= Patti Duncan =

American academic and author

Patti Duncan is an American academic and author, and a Professor of Women, Gender, and Sexuality Studies at Oregon State University.

Duncan's main focus is "transnational feminisms, women of color feminisms, feminist media studies, feminist motherhood studies, queer studies, and critical mixed race studies".

== Education ==
Duncan completed her bachelor of arts degree at Vassar College and both her Master of Arts and PhD in Women's Studies at Emory University.

== Teaching career ==
While at Emory, she worked as a graduate instructor and eventually a visiting assistant professor at the Institute for Women's Studies within Emory. After graduating, she worked as a visiting researcher in Seoul, South Korea at Ewha Woman's University. Duncan led a travel seminar on gender, migration, and globalization to Mexico in 2007 and in 2008 she taught for the Semester at Sea program in the Caribbean and Southeast Asia.
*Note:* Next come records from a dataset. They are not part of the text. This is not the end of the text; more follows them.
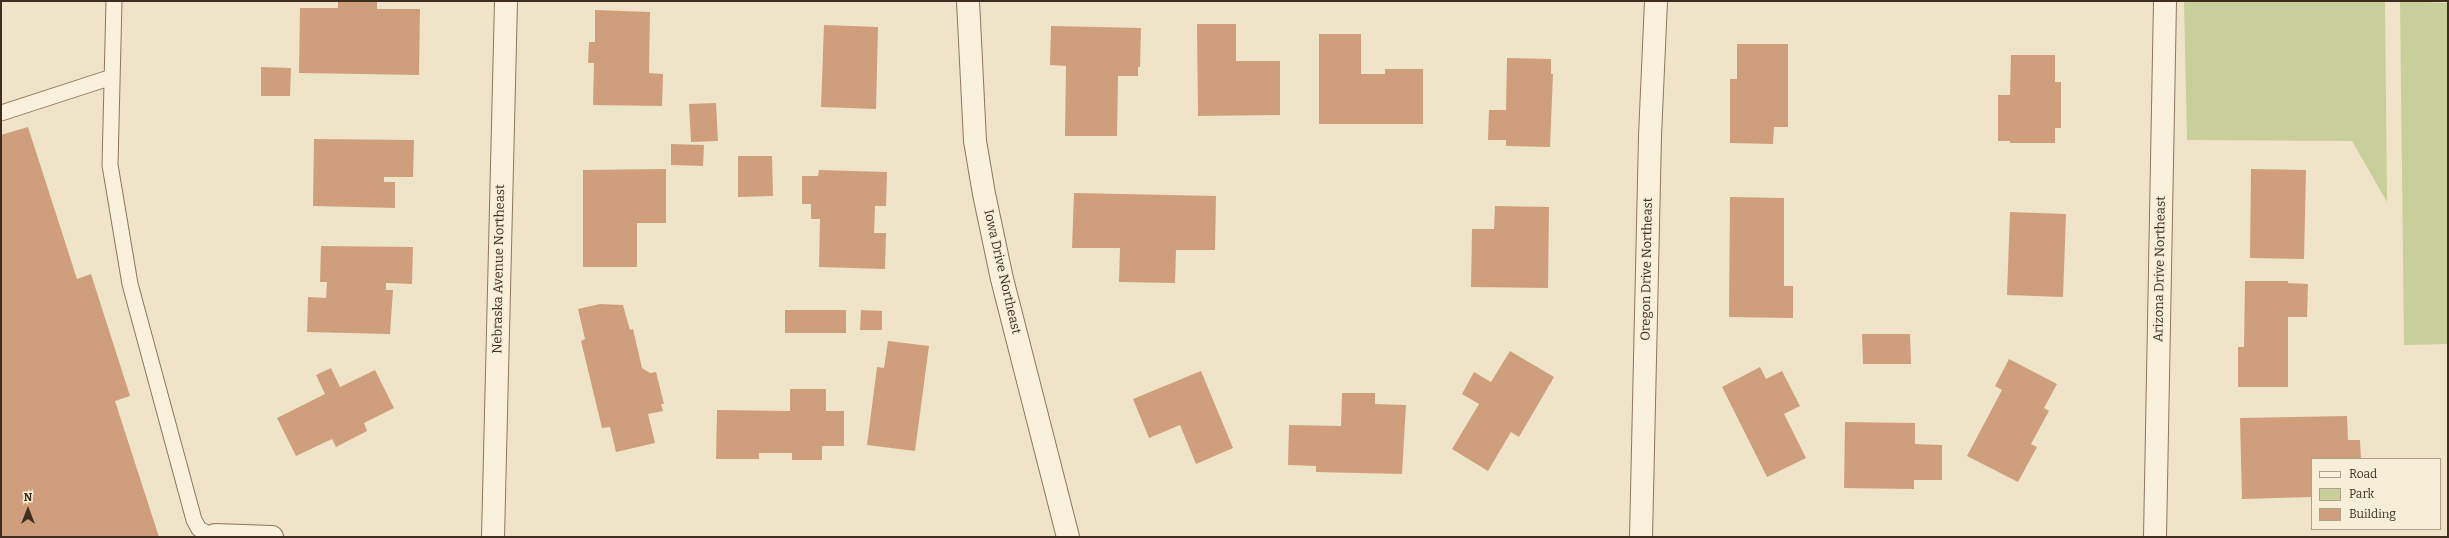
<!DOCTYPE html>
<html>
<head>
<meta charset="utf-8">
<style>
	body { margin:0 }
	#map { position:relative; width:2449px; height:538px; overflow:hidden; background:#f0e4c8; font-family:Bitter,serif }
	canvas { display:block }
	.frame { position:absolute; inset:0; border:2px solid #3d2e20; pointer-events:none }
	.legend { position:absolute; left:2311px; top:458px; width:130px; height:72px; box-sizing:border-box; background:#f7eed8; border:1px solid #ada18e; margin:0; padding:5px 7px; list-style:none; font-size:12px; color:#3d2e20 }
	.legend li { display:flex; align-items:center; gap:8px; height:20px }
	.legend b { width:20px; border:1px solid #ada18e }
	.north { position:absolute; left:8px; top:490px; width:40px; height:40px; -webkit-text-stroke:3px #f7eed8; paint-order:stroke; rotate:0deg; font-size:11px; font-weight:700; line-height:16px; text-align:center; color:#3d2e20 }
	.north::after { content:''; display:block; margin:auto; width:14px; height:18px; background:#3d2e20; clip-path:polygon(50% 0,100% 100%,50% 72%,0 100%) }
</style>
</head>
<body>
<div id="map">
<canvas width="2449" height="538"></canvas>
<div class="frame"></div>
<ul class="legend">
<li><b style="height:5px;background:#faf1dc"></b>Road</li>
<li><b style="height:11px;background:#c9cf9b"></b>Park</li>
<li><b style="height:11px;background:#cf9f7d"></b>Building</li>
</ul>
<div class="north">N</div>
</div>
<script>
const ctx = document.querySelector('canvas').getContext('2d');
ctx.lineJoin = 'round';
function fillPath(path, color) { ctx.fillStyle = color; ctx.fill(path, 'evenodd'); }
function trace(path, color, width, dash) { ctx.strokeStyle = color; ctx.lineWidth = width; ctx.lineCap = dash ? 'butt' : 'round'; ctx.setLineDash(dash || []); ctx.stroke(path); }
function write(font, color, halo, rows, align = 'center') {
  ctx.font = font + ' Bitter,serif'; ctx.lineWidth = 3.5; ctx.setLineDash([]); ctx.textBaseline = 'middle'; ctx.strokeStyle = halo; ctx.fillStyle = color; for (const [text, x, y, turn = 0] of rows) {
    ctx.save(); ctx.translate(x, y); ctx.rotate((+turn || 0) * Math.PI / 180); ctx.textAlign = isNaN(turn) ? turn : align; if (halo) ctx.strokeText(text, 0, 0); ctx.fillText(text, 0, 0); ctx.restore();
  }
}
const green = new Path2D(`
	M2184 1H2385L2387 202 2352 141 2187 140Z
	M2400 1 2448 3V344L2404 345Z`);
const building = new Path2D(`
	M338 1H377V9H420L419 75 299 73 300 8H338Z
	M595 10 650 12 649 73 663 74 662 106 593 105 594 63H588L589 42H595Z
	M1197 24H1236V61H1280V115L1198 116Z
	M824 25 878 27 876 109 821 107Z
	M1051 26 1141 28 1140 67H1138V76H1118L1117 136H1065L1066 66 1050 65Z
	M1319 34H1361V74H1385V69H1423V124H1319Z
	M1737 44H1788V127H1774L1773 144 1730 143V79H1737Z
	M2011 55H2055V82H2061V128H2055V143H2010V141H1998V95H2010Z
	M1507 58 1551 59V74H1553L1550 147 1506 146V140H1488L1489 110H1506Z
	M261 67 291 68 290 96H261Z
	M716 103 718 141 691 142 689 104Z
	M28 127 77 279 91 274 130 396 115 401 159 537H1V135Z
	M314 139 414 140 413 177H384V182H395V208L313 206Z
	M671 144 704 145 703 166 671 165Z
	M738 156H772L773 196 738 197Z
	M666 169V223H637V267H583V170Z
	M2251 169 2306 170 2304 259 2250 258Z
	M819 170 887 172 886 206H875L874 233H886L885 269 819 267 820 219H811V204H802V176H818Z
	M1074 193 1216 196 1215 250H1176L1175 283 1119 282 1120 248H1072Z
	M1730 197 1784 198V286H1793V318L1729 317Z
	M1495 206 1549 207 1548 288 1471 287 1472 229H1494Z
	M2010 212 2066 214 2063 297 2007 295Z
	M321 246 413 247 412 284 386 283V290H393L390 334 307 332 308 297 326 298 327 282H320Z
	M2245 281H2288V283L2308 284 2307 317H2288V387H2238V347H2244Z
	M600 304 623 305 630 330 633 329 642 368 650 373 656 372 664 404H661L663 411 648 414 655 443 616 452 610 427 602 428 581 341 585 339 578 309Z
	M785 310H846V333H785Z
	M861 310 882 311V330H860Z
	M1862 334H1910L1911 364H1863Z
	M888 341 929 346 915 451 867 445 877 367 884 368Z
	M1510 351 1554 377 1519 437 1511 432 1488 471 1452 449 1479 404 1462 394 1474 372 1491 382Z
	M2009 359 2057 384 2044 408 2049 411 2031 444 2037 447 2018 482 1967 456 2002 390 1995 386Z
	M1760 367 1766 379 1782 371 1800 406 1784 414 1806 458 1767 477 1722 387Z
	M331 368 340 387 375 370 394 408 364 423 367 431 336 447 332 439 296 456 277 418 325 394 316 375Z
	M1201 371 1233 448 1196 464 1180 425 1149 438 1133 399Z
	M790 389H826V411H844V446H822V460H792V453H759V459H716L717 410 790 411Z
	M1342 393H1375V404L1406 405 1402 474 1316 472V466L1288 465 1289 425 1341 426Z
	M2347 416 2348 440H2360L2361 459H2312V497L2242 499 2240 418Z
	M1845 422 1915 423V444L1942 445V480H1914V489L1844 488Z`);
const service = new Path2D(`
	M114 1 110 165 130 284 194 520 199 529 215 537
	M1 113 112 77`);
const minor = new Path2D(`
	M968 1 975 141 984 194 1002 279 1068 537
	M215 535 272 537
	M493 537 506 1
	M1641 537 1650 136 1656 1
	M2155 537 2165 1`);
const streetNames = [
	["Nebraska Avenue Northeast",499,269,-89],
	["Oregon Drive Northeast",1647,269,-89],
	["Arizona Drive Northeast",2160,269,-89],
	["Iowa Drive Northeast",1002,272,77]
];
fillPath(green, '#c9cf9b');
fillPath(building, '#cf9f7d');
trace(service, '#8d765c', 17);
trace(minor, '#8d765c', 24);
trace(service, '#faf1dc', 15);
trace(minor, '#faf1dc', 22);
write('13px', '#3d2e20', '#f7eed8', streetNames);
</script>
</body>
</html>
In 2008, Duncan became an associate professor at Oregon State University. She was the co-leader of a seminar on women, gender, and feminist activism to India in 2014, and taught a seminar on gender and sexuality in Greece in 2015.

== Published works ==
In 2004, Duncan wrote Tell This Silence: Asian American Women Writers and the Politics of Speech, which focuses on the multitude of meanings and silences in Asian American women's writings that support her theory that American feminism must recognize how Asian American women have resisted oppression in their lives.

In 2009, Duncan co-produced Finding Face, a documentary that follows Tat Marina, who was attacked with acid in Cambodia because of her gender.

In 2014, Duncan co-edited Mothering in East Asian Communities: Politics and Practices, which brings together many authors from different backgrounds to investigate experiences of East Asian motherhood in the US and Canada. In 2018, she co-edited Women's Lives Around the World: A Global Encyclopedia, which analyzes transnational and postcolonial issues that hinder the success of women and girls globally.

In 2016, Duncan became the editor of Feminist Formations, a peer-reviewed journal that publishes research on social justice, race, gender, and feminism.